:: Collected data ::
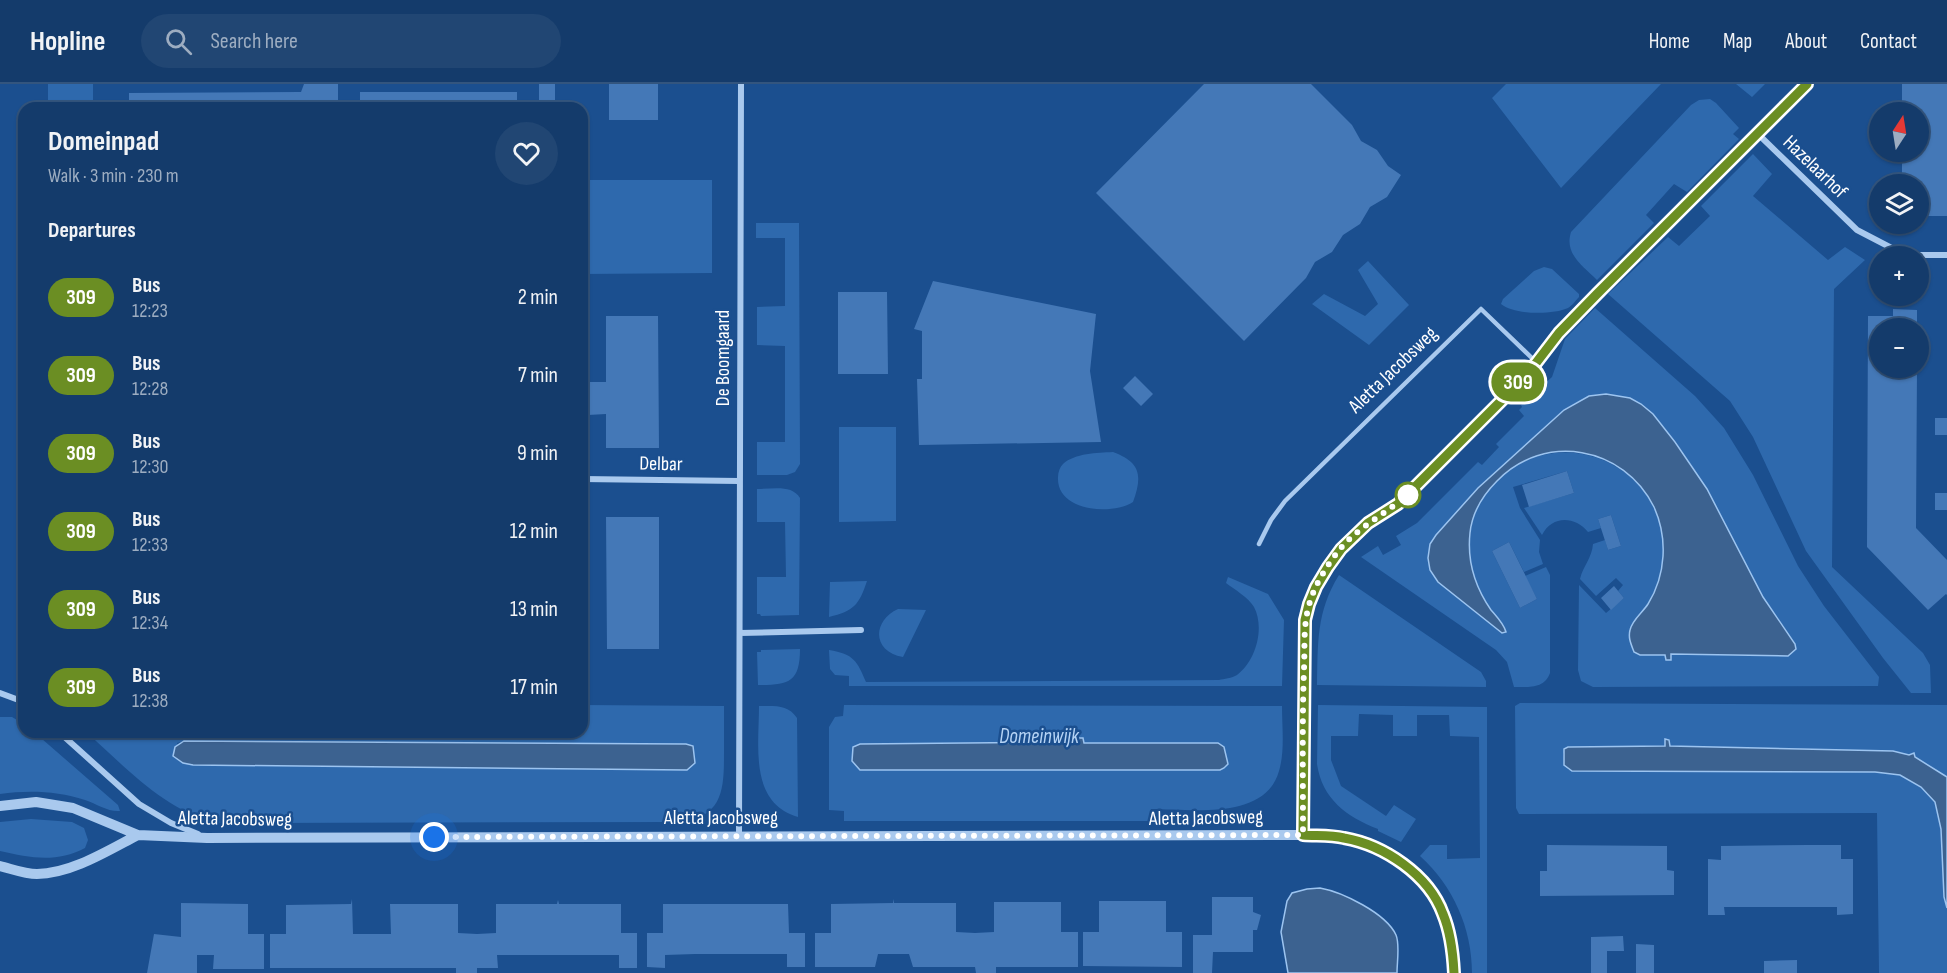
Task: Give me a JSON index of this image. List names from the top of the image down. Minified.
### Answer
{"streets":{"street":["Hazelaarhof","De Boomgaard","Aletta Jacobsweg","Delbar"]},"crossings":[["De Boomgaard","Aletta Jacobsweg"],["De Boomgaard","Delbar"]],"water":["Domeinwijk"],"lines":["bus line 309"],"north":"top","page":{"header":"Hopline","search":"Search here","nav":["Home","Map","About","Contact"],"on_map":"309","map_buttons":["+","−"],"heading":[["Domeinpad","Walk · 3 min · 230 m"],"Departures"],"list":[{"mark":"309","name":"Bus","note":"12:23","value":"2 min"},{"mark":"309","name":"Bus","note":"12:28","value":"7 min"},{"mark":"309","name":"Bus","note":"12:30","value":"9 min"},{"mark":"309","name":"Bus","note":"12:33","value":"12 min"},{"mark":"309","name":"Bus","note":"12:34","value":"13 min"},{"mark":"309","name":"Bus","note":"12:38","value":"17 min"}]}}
:::
**Aim of the task**
Could you output the lines above exactly, with no pictures included?

**Solution**
Task: Give me a JSON index of this image. List names from the top of the image down. Minified.
### Answer
{"streets":{"street":["Hazelaarhof","De Boomgaard","Aletta Jacobsweg","Delbar"]},"crossings":[["De Boomgaard","Aletta Jacobsweg"],["De Boomgaard","Delbar"]],"water":["Domeinwijk"],"lines":["bus line 309"],"north":"top","page":{"header":"Hopline","search":"Search here","nav":["Home","Map","About","Contact"],"on_map":"309","map_buttons":["+","−"],"heading":[["Domeinpad","Walk · 3 min · 230 m"],"Departures"],"list":[{"mark":"309","name":"Bus","note":"12:23","value":"2 min"},{"mark":"309","name":"Bus","note":"12:28","value":"7 min"},{"mark":"309","name":"Bus","note":"12:30","value":"9 min"},{"mark":"309","name":"Bus","note":"12:33","value":"12 min"},{"mark":"309","name":"Bus","note":"12:34","value":"13 min"},{"mark":"309","name":"Bus","note":"12:38","value":"17 min"}]}}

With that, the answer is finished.